A mortgage pool is a group of mortgages that are securitized and sold to investors. The mortgages in the pool have similar characteristics, such as credit quality, loan type, and maturity date. Mortgage pools are used by mortgage lenders to manage risk and provide liquidity. What is another name for a mortgage? A mortgage is also known as a loan secured by real estate. What is it called when banks sell a bunch of mortgages together? The process of selling a bunch of mortgages together is called securitization.
What is mortgage and its types?
A mortgage is a loan in which property or real estate is used as collateral. The borrower enters into an agreement with the lender (usually a bank) wherein the borrower receives the money needed to purchase the property, and the lender receives periodic payments from the borrower until the loan is paid in full.
There are several types of mortgages, but the two most common are fixed-rate mortgages and adjustable-rate mortgages.
Fixed-rate mortgages are just what they sound like-the interest rate on the loan is fixed for the life of the loan. This means that your monthly payments will stay the same, no matter what happens to interest rates in the wider market.
Adjustable-rate mortgages (ARMs) are a bit more complicated. The interest rate on an ARM is not fixed; instead, it fluctuates with the market. This means that your monthly payments can go up or down, depending on market conditions. What is the term for mortgages that are pooled together and then sold to investors?

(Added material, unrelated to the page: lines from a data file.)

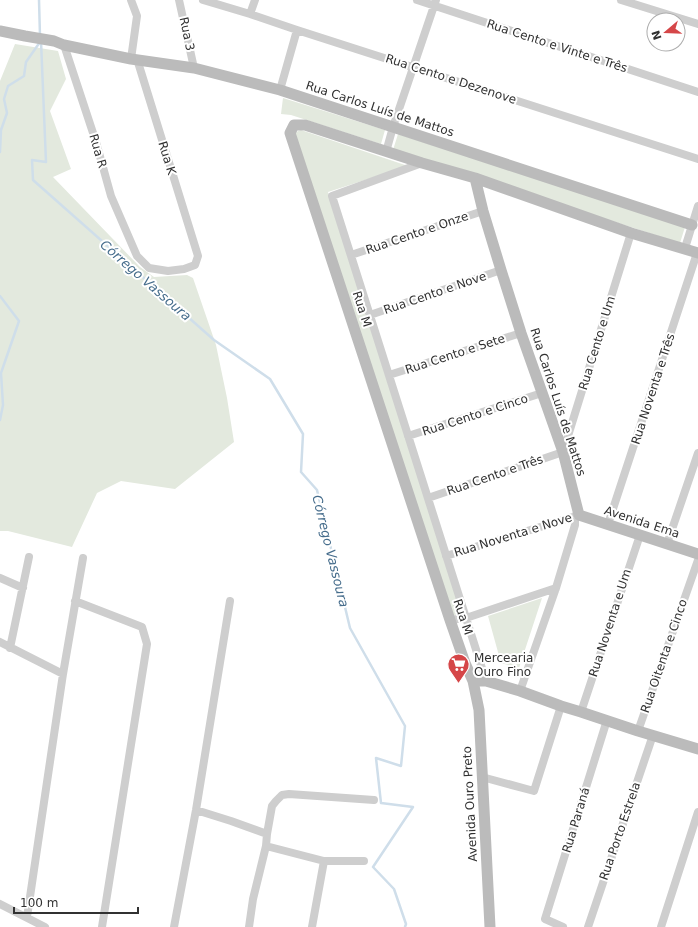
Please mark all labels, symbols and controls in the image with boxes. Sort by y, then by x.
north arrow [646,12,686,52]
street label: Rua 3 [177,16,197,52]
street label: Rua Cento e Vinte e Três [485,17,629,75]
text: N [649,29,665,42]
street label: Rua Cento e Dezenove [384,51,518,107]
street label: Rua Carlos Luís de Mattos [304,78,456,140]
street label: Rua R [86,132,110,170]
street label: Rua K [155,139,179,178]
street label: Rua Cento e Onze [364,209,470,257]
water label: Córrego Vassoura [97,237,194,324]
street label: Rua Cento e Nove [382,269,488,317]
street label: Rua M [350,289,374,329]
street label: Rua Cento e Um [576,294,618,392]
street label: Rua Carlos Luís de Mattos [527,326,589,478]
street label: Rua Cento e Sete [403,331,507,377]
street label: Rua Noventa e Três [628,332,678,446]
street label: Rua Cento e Cinco [420,391,530,439]
street label: Rua Cento e Três [445,452,545,498]
water label: Córrego Vassoura [309,493,352,609]
street label: Avenida Ema [603,503,681,541]
street label: Rua Noventa e Nove [452,510,574,560]
street label: Rua Noventa e Um [586,567,634,679]
street label: Rua M [450,597,476,637]
street label: Rua Oitenta e Cinco [638,597,690,715]
place label: Mercearia Ouro Fino [474,651,533,679]
supermarket icon: Mercearia Ouro Fino [446,652,472,685]
street label: Avenida Ouro Preto [460,746,480,862]
street label: Rua Porto Estrela [597,780,643,882]
street label: Rua Paraná [559,785,593,855]
scale bar [14,889,138,915]
text: 100 m [20,896,58,910]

The term for mortgages that are pooled together and then sold to investors is "mortgage-backed securities." What is overlay in mortgage terms? Overlay is a term used in the mortgage industry to describe when a lender has additional requirements on top of those required by the investor or program guidelines. For example, a lender may require a minimum credit score of 680 for a program that only requires 620. In this case, the lender has an overlay of 60 points.
Lenders often have overlays on government programs like FHA and VA loans. These programs have specific guidelines that lenders must follow. However, some lenders choose to add additional requirements on top of these. For example, a lender may require a minimum credit score of 640 for an FHA loan when the program only requires a 580.
Overlays can vary from lender to lender and may change over time. It's important to check with your lender to see if there are any overlays on the programs you're interested in.